▸ Work task
What is needed is an exact repetition of the lines below, from the first one through the one holding "0 #837372) drop-shadow(-2px", with no pictures and nothing else.

::::

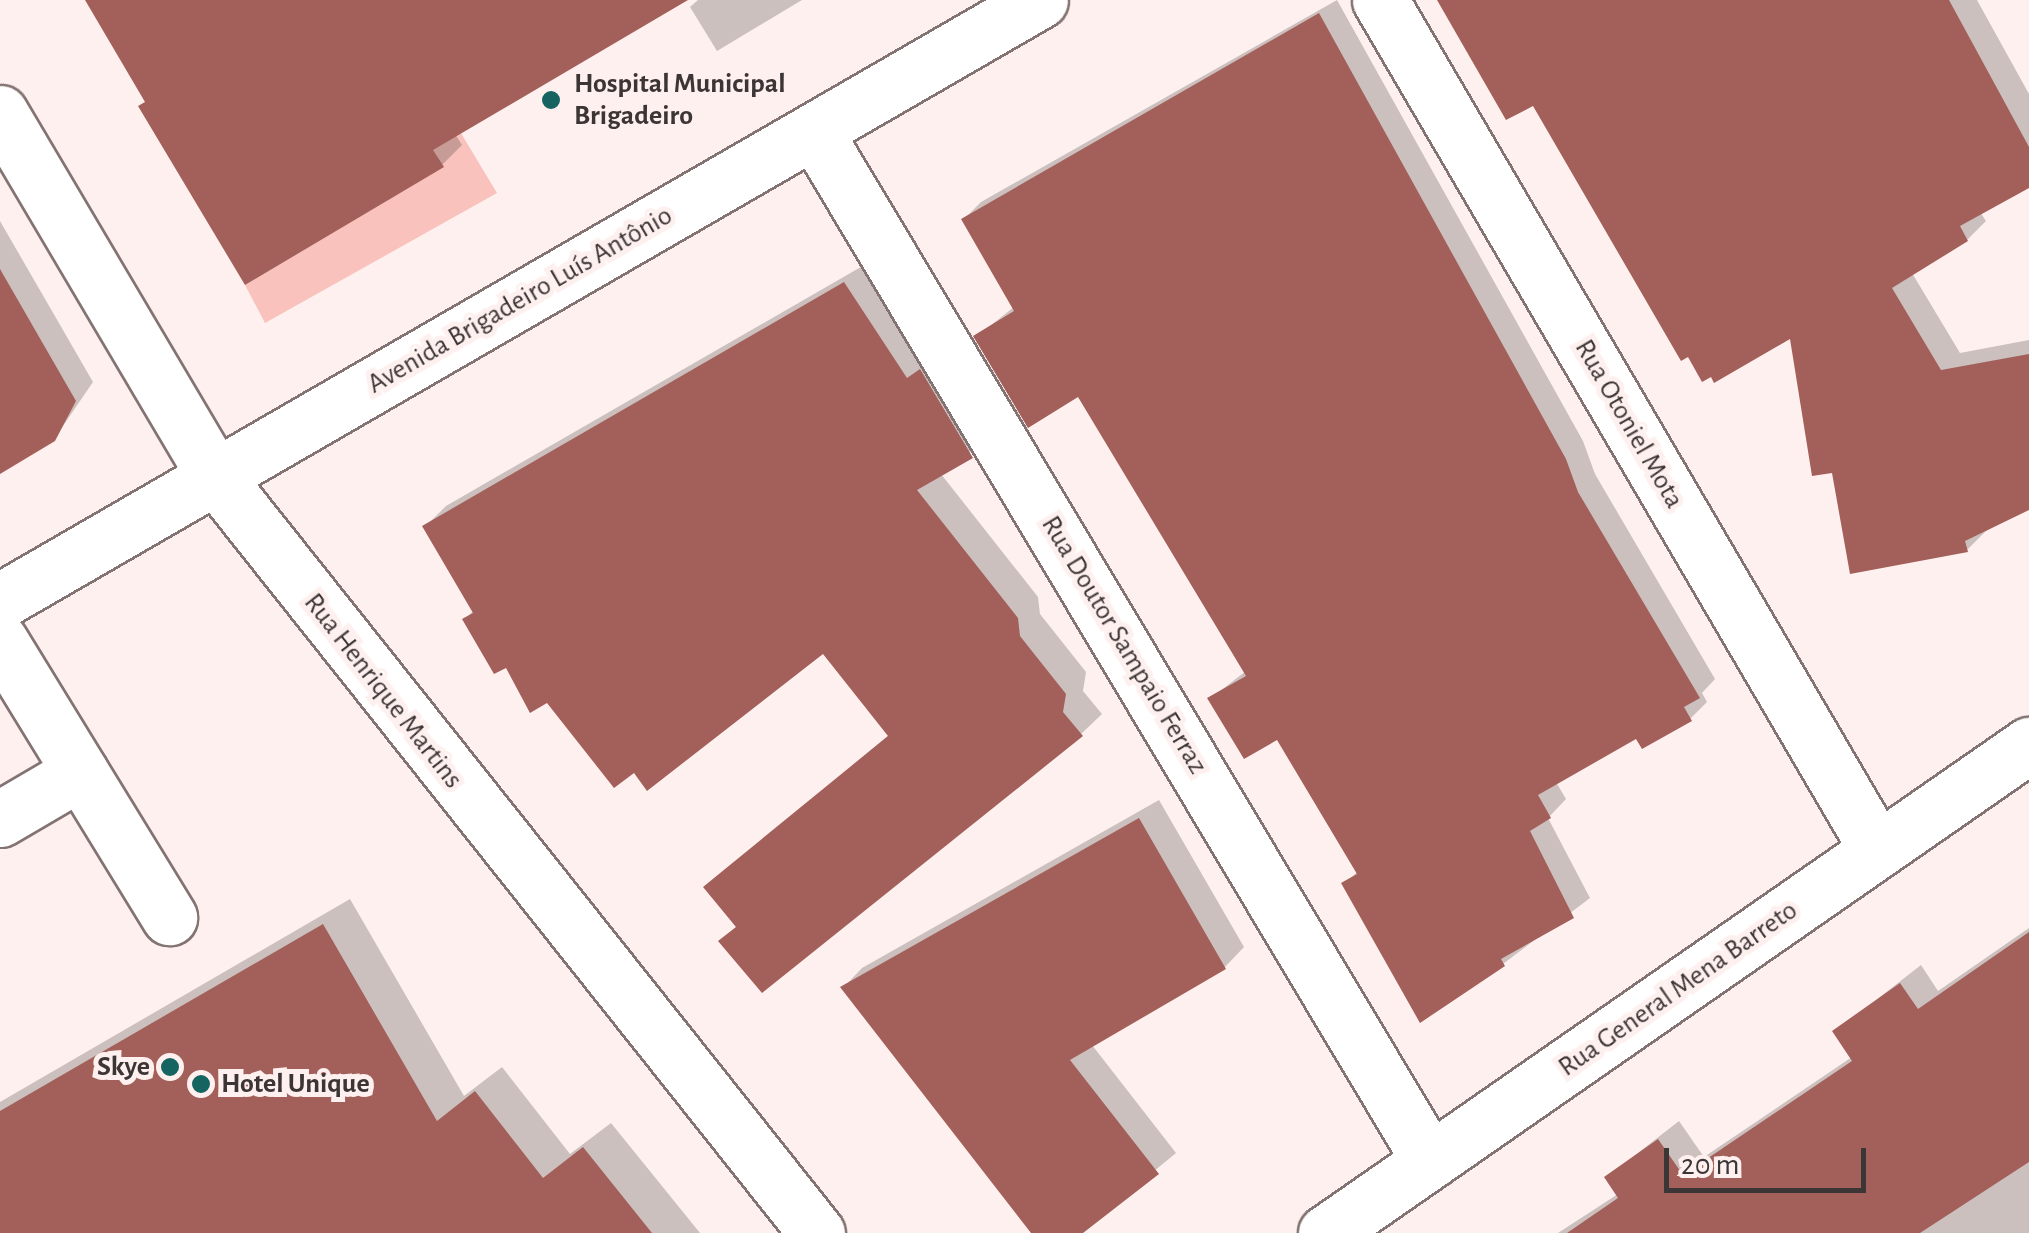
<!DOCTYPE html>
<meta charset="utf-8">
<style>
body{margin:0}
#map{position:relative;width:2029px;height:1233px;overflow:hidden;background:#fef0ee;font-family:"Alegreya Sans",sans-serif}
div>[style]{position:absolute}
.green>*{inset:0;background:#f9c2bc}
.shadow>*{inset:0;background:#0003}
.building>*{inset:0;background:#a35f59}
.roads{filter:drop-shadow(2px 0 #837372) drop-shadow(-2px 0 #837372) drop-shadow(0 2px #837372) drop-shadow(0 -2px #837372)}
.minor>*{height:55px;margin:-27.5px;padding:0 27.5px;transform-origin:27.5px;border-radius:27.5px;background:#fff}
.major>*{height:55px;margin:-27.5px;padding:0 27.5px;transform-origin:27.5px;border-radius:27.5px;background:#fff}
.dots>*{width:28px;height:28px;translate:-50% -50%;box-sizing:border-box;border:5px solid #fef0ee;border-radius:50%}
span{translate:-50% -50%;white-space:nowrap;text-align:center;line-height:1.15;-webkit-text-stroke:10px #fef0ee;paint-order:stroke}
.poi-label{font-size:28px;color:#3c3535;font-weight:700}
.left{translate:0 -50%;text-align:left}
.right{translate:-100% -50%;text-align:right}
.street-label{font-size:28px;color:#3c3535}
.scale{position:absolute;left:1664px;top:1148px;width:202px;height:45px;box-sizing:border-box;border:5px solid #3c3535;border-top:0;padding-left:12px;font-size:30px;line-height:35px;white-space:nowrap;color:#3c3535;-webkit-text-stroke:8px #fef0ee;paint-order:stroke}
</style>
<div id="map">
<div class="green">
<div style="clip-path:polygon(453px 120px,497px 193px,265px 323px,245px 285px,443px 167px,425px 137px)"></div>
</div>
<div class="shadow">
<div style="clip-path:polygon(88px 0,650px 0,455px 134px,462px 145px,442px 165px)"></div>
<div style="clip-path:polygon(698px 0,802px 0,717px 51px,690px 7px)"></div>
<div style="clip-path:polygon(1337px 0,1583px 441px,1595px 474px,1715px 679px,1702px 693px,1707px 702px,1690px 719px,1637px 736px,1556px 782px,1566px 799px,1548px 818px,1590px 898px,1503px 964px,1345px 884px,1358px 871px,1278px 736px,1211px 698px,1246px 671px,1079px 394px,976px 337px,1014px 307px,964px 219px,981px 202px)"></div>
<div style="clip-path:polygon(1439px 0,1977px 0,2029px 94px,2029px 185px,1980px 212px,1986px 221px,1967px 240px,1912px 273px,1960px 353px,2029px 340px,2029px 508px,1986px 531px,1967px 550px,1792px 335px,1534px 102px)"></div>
<div style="clip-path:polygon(0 221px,93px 382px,54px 439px,0 470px)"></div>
<div style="clip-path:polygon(866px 264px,992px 436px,941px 474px,1038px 597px,1040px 614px,1086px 672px,1083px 691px,1102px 714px,1081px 734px,722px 941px,738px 925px,707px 887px,890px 734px,823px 650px,634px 769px,507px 664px,465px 619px,474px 610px,425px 527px,446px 506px)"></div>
<div style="clip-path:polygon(1159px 800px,1244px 947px,1225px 967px,1092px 1045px,1176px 1153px,1079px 1233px,1034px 1233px,843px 988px,862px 968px)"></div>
<div style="clip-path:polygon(350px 899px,464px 1096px,502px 1067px,570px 1154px,611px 1123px,700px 1233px,0 1233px,0 1102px)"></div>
<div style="clip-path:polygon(2029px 928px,2029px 1233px,1558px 1233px,1618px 1194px,1607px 1177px,1679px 1121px,1704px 1157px,1852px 1057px,1835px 1032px,1921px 965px,1938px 991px)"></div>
</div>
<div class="building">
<div style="clip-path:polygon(85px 0,688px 0,433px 150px,444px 167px,245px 285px,138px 106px,145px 102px)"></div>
<div style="clip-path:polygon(1437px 0,1949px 0,2029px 147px,2029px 188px,1960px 226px,1968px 241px,1892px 288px,1941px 370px,2029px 354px,2029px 510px,1965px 541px,1968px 552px,1850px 574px,1832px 473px,1812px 476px,1790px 339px,1714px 383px,1711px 377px,1702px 382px,1688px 357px,1681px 361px,1533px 106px,1506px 120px)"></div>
<div style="clip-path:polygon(1319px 13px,1566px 459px,1578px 492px,1700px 698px,1684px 707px,1692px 721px,1642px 749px,1636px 739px,1538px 795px,1551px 818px,1530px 831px,1574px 918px,1501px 959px,1505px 966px,1420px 1023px,1341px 883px,1357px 874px,1277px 740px,1244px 759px,1207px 698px,1246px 676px,1078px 397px,1028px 428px,973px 336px,1014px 311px,961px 219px)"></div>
<div style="clip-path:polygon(0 269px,76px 401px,55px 441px,0 474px)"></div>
<div style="clip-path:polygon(844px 282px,907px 378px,920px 369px,973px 458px,917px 490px,1018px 618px,1020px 636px,1066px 694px,1063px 712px,1083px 736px,762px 993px,718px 941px,736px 927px,703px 887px,888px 736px,823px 654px,647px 791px,634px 773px,614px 788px,547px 703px,530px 713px,506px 668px,494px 674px,462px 619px,473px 613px,422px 526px)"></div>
<div style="clip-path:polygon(1139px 818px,1226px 969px,1070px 1060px,1159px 1174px,1083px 1233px,1031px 1233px,840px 987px)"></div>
<div style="clip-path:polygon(323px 924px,437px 1121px,475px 1091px,543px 1178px,583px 1147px,652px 1233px,0 1233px,0 1111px)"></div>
<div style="clip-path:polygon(2029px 932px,2029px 1162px,1920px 1233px,1567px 1233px,1618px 1198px,1604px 1177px,1658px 1139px,1683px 1175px,1852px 1061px,1832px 1031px,1900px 983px,1918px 1009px)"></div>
</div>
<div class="roads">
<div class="minor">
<div style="left:1380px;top:0;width:984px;rotate:59.66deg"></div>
<div style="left:0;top:113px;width:422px;rotate:59.4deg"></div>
<div style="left:215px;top:476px;width:967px;rotate:51.51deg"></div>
<div style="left:814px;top:131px;width:1200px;rotate:59.12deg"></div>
<div style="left:0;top:641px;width:324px;rotate:58.5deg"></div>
<div style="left:0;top:819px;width:93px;rotate:-30.4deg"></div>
<div style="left:1326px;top:1233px;width:856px;rotate:-34.77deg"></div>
</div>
<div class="major">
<div style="left:0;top:601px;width:1201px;rotate:-30.02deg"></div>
</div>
</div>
<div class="dots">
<div style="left:551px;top:100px;background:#166462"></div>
<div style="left:170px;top:1067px;background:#166462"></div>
<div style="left:201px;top:1084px;background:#166462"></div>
</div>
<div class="poi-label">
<span class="left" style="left:574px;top:100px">Hospital Municipal<br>Brigadeiro</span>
<span class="right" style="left:150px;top:1067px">Skye</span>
<span class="left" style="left:221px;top:1084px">Hotel Unique</span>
</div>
<div class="street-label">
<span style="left:520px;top:300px;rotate:-30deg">Avenida Brigadeiro Luís Antônio</span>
<span style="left:1629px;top:424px;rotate:60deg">Rua Otoniel Mota</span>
<span style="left:1124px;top:645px;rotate:59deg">Rua Doutor Sampaio Ferraz</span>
<span style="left:383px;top:691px;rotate:52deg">Rua Henrique Martins</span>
<span style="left:1678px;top:989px;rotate:-35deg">Rua General Mena Barreto</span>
</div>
<div class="scale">20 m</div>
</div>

::::

▸ Exercise output
<!DOCTYPE html>
<meta charset="utf-8">
<style>
body{margin:0}
#map{position:relative;width:2029px;height:1233px;overflow:hidden;background:#fef0ee;font-family:"Alegreya Sans",sans-serif}
div>[style]{position:absolute}
.green>*{inset:0;background:#f9c2bc}
.shadow>*{inset:0;background:#0003}
.building>*{inset:0;background:#a35f59}
.roads{filter:drop-shadow(2px 0 #837372) drop-shadow(-2px 0 #837372) drop-shadow(0 2px #837372) drop-shadow(0 -2px #837372)}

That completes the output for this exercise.